◆ Exercise ◆
Print the data exactly as it appears, keeping every word.

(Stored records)
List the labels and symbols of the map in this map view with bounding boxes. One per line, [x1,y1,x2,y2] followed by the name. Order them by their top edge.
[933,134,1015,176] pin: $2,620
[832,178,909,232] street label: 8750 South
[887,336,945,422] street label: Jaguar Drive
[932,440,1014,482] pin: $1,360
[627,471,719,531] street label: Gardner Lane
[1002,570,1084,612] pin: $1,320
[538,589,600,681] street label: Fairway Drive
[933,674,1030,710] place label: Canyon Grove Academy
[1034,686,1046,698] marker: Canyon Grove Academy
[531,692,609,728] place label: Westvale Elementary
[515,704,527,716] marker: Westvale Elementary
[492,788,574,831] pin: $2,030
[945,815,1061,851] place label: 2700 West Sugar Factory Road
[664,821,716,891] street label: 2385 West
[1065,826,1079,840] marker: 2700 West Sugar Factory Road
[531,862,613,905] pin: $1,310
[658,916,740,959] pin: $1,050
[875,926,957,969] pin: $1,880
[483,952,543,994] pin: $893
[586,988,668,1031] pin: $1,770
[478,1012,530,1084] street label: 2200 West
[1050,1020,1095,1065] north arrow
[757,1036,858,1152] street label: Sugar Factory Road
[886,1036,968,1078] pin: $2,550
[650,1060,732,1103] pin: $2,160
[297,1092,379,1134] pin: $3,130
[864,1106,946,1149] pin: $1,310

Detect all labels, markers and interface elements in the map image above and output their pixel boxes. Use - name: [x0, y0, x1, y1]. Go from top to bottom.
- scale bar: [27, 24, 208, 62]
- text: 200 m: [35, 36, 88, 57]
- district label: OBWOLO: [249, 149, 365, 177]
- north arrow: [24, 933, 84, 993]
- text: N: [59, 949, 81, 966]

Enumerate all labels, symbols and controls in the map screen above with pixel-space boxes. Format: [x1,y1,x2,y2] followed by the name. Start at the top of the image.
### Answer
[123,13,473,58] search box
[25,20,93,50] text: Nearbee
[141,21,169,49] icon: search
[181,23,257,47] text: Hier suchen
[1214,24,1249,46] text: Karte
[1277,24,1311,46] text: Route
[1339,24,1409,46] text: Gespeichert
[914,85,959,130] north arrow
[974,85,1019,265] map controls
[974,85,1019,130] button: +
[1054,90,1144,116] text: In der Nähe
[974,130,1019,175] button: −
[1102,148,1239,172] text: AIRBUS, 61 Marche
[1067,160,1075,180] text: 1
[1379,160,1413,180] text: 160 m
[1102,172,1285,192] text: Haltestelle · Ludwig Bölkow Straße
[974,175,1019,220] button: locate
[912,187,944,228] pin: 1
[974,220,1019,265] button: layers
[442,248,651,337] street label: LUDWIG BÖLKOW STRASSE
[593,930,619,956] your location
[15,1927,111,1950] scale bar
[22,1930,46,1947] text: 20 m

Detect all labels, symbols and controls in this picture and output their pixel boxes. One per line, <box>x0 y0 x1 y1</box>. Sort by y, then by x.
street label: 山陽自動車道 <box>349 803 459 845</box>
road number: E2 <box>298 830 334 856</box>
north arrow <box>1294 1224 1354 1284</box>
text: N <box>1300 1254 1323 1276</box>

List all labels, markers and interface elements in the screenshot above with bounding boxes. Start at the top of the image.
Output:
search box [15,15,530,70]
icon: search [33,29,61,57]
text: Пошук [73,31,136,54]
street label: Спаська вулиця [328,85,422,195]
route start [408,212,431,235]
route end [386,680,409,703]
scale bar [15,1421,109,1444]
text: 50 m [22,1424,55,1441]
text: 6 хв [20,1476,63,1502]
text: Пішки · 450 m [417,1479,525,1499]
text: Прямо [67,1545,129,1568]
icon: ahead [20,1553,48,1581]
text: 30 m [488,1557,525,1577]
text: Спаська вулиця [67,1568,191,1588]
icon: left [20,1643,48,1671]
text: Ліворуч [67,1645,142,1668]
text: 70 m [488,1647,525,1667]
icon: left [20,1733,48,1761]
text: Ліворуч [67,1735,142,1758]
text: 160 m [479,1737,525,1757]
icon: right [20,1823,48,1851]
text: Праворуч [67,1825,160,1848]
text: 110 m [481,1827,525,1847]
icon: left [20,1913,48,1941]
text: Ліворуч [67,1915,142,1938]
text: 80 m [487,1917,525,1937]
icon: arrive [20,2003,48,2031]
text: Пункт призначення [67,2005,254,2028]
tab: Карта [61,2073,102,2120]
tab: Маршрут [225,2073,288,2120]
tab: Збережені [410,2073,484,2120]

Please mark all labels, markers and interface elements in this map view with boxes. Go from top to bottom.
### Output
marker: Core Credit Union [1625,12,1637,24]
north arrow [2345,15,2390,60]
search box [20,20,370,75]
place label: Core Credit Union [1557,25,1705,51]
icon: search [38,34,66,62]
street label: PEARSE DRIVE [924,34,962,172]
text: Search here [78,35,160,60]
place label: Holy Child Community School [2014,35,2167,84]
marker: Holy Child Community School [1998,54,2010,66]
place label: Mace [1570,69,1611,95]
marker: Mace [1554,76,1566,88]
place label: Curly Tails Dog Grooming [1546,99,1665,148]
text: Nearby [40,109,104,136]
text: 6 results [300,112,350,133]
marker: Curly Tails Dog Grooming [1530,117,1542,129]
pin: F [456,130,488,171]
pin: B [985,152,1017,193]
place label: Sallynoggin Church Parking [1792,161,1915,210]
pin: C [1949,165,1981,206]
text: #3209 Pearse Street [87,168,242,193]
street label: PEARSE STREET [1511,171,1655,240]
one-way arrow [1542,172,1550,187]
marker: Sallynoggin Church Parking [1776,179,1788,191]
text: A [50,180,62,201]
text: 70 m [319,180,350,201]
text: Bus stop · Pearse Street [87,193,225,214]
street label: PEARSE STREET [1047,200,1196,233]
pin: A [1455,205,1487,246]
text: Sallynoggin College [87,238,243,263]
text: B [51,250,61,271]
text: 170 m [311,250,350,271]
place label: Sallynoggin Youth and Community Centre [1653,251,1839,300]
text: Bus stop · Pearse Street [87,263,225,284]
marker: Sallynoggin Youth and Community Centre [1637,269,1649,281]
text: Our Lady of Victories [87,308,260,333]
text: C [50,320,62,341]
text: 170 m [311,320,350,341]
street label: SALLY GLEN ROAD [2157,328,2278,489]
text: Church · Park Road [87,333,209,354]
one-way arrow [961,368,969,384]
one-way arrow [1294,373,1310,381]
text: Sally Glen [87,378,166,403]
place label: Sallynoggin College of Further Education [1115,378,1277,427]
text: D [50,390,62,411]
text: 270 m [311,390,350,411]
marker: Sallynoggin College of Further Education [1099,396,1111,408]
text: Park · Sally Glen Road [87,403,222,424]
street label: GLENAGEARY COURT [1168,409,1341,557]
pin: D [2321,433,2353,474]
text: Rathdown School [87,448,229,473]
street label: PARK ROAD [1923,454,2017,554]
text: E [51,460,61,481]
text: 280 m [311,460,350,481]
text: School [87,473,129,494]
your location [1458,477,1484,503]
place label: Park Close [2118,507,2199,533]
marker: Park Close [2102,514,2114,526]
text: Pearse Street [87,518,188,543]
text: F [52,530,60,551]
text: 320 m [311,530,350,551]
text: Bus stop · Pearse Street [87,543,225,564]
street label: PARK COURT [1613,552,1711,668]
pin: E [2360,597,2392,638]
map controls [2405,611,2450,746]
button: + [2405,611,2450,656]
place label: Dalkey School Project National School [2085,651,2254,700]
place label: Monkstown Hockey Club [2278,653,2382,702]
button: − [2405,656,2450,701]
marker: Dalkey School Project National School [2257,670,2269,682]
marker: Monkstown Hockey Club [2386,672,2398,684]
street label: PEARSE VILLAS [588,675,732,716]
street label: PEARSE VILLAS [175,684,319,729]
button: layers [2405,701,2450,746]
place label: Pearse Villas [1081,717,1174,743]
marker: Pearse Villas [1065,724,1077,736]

◆ Finished exercise ◆
List the labels and symbols of the map in this map view with bounding boxes. One per line, [x1,y1,x2,y2] followed by the name. Order them by their top edge.
[933,134,1015,176] pin: $2,620
[832,178,909,232] street label: 8750 South
[887,336,945,422] street label: Jaguar Drive
[932,440,1014,482] pin: $1,360
[627,471,719,531] street label: Gardner Lane
[1002,570,1084,612] pin: $1,320
[538,589,600,681] street label: Fairway Drive
[933,674,1030,710] place label: Canyon Grove Academy
[1034,686,1046,698] marker: Canyon Grove Academy
[531,692,609,728] place label: Westvale Elementary
[515,704,527,716] marker: Westvale Elementary
[492,788,574,831] pin: $2,030
[945,815,1061,851] place label: 2700 West Sugar Factory Road
[664,821,716,891] street label: 2385 West
[1065,826,1079,840] marker: 2700 West Sugar Factory Road
[531,862,613,905] pin: $1,310
[658,916,740,959] pin: $1,050
[875,926,957,969] pin: $1,880
[483,952,543,994] pin: $893
[586,988,668,1031] pin: $1,770
[478,1012,530,1084] street label: 2200 West
[1050,1020,1095,1065] north arrow
[757,1036,858,1152] street label: Sugar Factory Road
[886,1036,968,1078] pin: $2,550
[650,1060,732,1103] pin: $2,160
[297,1092,379,1134] pin: $3,130
[864,1106,946,1149] pin: $1,310

Detect all labels, markers and interface elements in the map image above and output their pixel boxes. Use - name: [x0, y0, x1, y1]. Go from top to bottom.
- scale bar: [27, 24, 208, 62]
- text: 200 m: [35, 36, 88, 57]
- district label: OBWOLO: [249, 149, 365, 177]
- north arrow: [24, 933, 84, 993]
- text: N: [59, 949, 81, 966]

Enumerate all labels, symbols and controls in the map screen above with pixel-space boxes. Format: [x1,y1,x2,y2] followed by the name. Start at the top of the image.
### Answer
[123,13,473,58] search box
[25,20,93,50] text: Nearbee
[141,21,169,49] icon: search
[181,23,257,47] text: Hier suchen
[1214,24,1249,46] text: Karte
[1277,24,1311,46] text: Route
[1339,24,1409,46] text: Gespeichert
[914,85,959,130] north arrow
[974,85,1019,265] map controls
[974,85,1019,130] button: +
[1054,90,1144,116] text: In der Nähe
[974,130,1019,175] button: −
[1102,148,1239,172] text: AIRBUS, 61 Marche
[1067,160,1075,180] text: 1
[1379,160,1413,180] text: 160 m
[1102,172,1285,192] text: Haltestelle · Ludwig Bölkow Straße
[974,175,1019,220] button: locate
[912,187,944,228] pin: 1
[974,220,1019,265] button: layers
[442,248,651,337] street label: LUDWIG BÖLKOW STRASSE
[593,930,619,956] your location
[15,1927,111,1950] scale bar
[22,1930,46,1947] text: 20 m

Detect all labels, symbols and controls in this picture and output their pixel boxes. One per line, <box>x0 y0 x1 y1</box>. Sort by y, then by x.
street label: 山陽自動車道 <box>349 803 459 845</box>
road number: E2 <box>298 830 334 856</box>
north arrow <box>1294 1224 1354 1284</box>
text: N <box>1300 1254 1323 1276</box>

List all labels, markers and interface elements in the screenshot above with bounding boxes. Start at the top of the image.
Output:
search box [15,15,530,70]
icon: search [33,29,61,57]
text: Пошук [73,31,136,54]
street label: Спаська вулиця [328,85,422,195]
route start [408,212,431,235]
route end [386,680,409,703]
scale bar [15,1421,109,1444]
text: 50 m [22,1424,55,1441]
text: 6 хв [20,1476,63,1502]
text: Пішки · 450 m [417,1479,525,1499]
text: Прямо [67,1545,129,1568]
icon: ahead [20,1553,48,1581]
text: 30 m [488,1557,525,1577]
text: Спаська вулиця [67,1568,191,1588]
icon: left [20,1643,48,1671]
text: Ліворуч [67,1645,142,1668]
text: 70 m [488,1647,525,1667]
icon: left [20,1733,48,1761]
text: Ліворуч [67,1735,142,1758]
text: 160 m [479,1737,525,1757]
icon: right [20,1823,48,1851]
text: Праворуч [67,1825,160,1848]
text: 110 m [481,1827,525,1847]
icon: left [20,1913,48,1941]
text: Ліворуч [67,1915,142,1938]
text: 80 m [487,1917,525,1937]
icon: arrive [20,2003,48,2031]
text: Пункт призначення [67,2005,254,2028]
tab: Карта [61,2073,102,2120]
tab: Маршрут [225,2073,288,2120]
tab: Збережені [410,2073,484,2120]

Please mark all labels, markers and interface elements in this map view with boxes. Go from top to bottom.
### Output
marker: Core Credit Union [1625,12,1637,24]
north arrow [2345,15,2390,60]
search box [20,20,370,75]
place label: Core Credit Union [1557,25,1705,51]
icon: search [38,34,66,62]
street label: PEARSE DRIVE [924,34,962,172]
text: Search here [78,35,160,60]
place label: Holy Child Community School [2014,35,2167,84]
marker: Holy Child Community School [1998,54,2010,66]
place label: Mace [1570,69,1611,95]
marker: Mace [1554,76,1566,88]
place label: Curly Tails Dog Grooming [1546,99,1665,148]
text: Nearby [40,109,104,136]
text: 6 results [300,112,350,133]
marker: Curly Tails Dog Grooming [1530,117,1542,129]
pin: F [456,130,488,171]
pin: B [985,152,1017,193]
place label: Sallynoggin Church Parking [1792,161,1915,210]
pin: C [1949,165,1981,206]
text: #3209 Pearse Street [87,168,242,193]
street label: PEARSE STREET [1511,171,1655,240]
one-way arrow [1542,172,1550,187]
marker: Sallynoggin Church Parking [1776,179,1788,191]
text: A [50,180,62,201]
text: 70 m [319,180,350,201]
text: Bus stop · Pearse Street [87,193,225,214]
street label: PEARSE STREET [1047,200,1196,233]
pin: A [1455,205,1487,246]
text: Sallynoggin College [87,238,243,263]
text: B [51,250,61,271]
text: 170 m [311,250,350,271]
place label: Sallynoggin Youth and Community Centre [1653,251,1839,300]
text: Bus stop · Pearse Street [87,263,225,284]
marker: Sallynoggin Youth and Community Centre [1637,269,1649,281]
text: Our Lady of Victories [87,308,260,333]
text: C [50,320,62,341]
text: 170 m [311,320,350,341]
street label: SALLY GLEN ROAD [2157,328,2278,489]
text: Church · Park Road [87,333,209,354]
one-way arrow [961,368,969,384]
one-way arrow [1294,373,1310,381]
text: Sally Glen [87,378,166,403]
place label: Sallynoggin College of Further Education [1115,378,1277,427]
text: D [50,390,62,411]
text: 270 m [311,390,350,411]
marker: Sallynoggin College of Further Education [1099,396,1111,408]
text: Park · Sally Glen Road [87,403,222,424]
street label: GLENAGEARY COURT [1168,409,1341,557]
pin: D [2321,433,2353,474]
text: Rathdown School [87,448,229,473]
street label: PARK ROAD [1923,454,2017,554]
text: E [51,460,61,481]
text: 280 m [311,460,350,481]
text: School [87,473,129,494]
your location [1458,477,1484,503]
place label: Park Close [2118,507,2199,533]
marker: Park Close [2102,514,2114,526]
text: Pearse Street [87,518,188,543]
text: F [52,530,60,551]
text: 320 m [311,530,350,551]
text: Bus stop · Pearse Street [87,543,225,564]
street label: PARK COURT [1613,552,1711,668]
pin: E [2360,597,2392,638]
map controls [2405,611,2450,746]
button: + [2405,611,2450,656]
place label: Dalkey School Project National School [2085,651,2254,700]
place label: Monkstown Hockey Club [2278,653,2382,702]
button: − [2405,656,2450,701]
marker: Dalkey School Project National School [2257,670,2269,682]
marker: Monkstown Hockey Club [2386,672,2398,684]
street label: PEARSE VILLAS [588,675,732,716]
street label: PEARSE VILLAS [175,684,319,729]
button: layers [2405,701,2450,746]
place label: Pearse Villas [1081,717,1174,743]
marker: Pearse Villas [1065,724,1077,736]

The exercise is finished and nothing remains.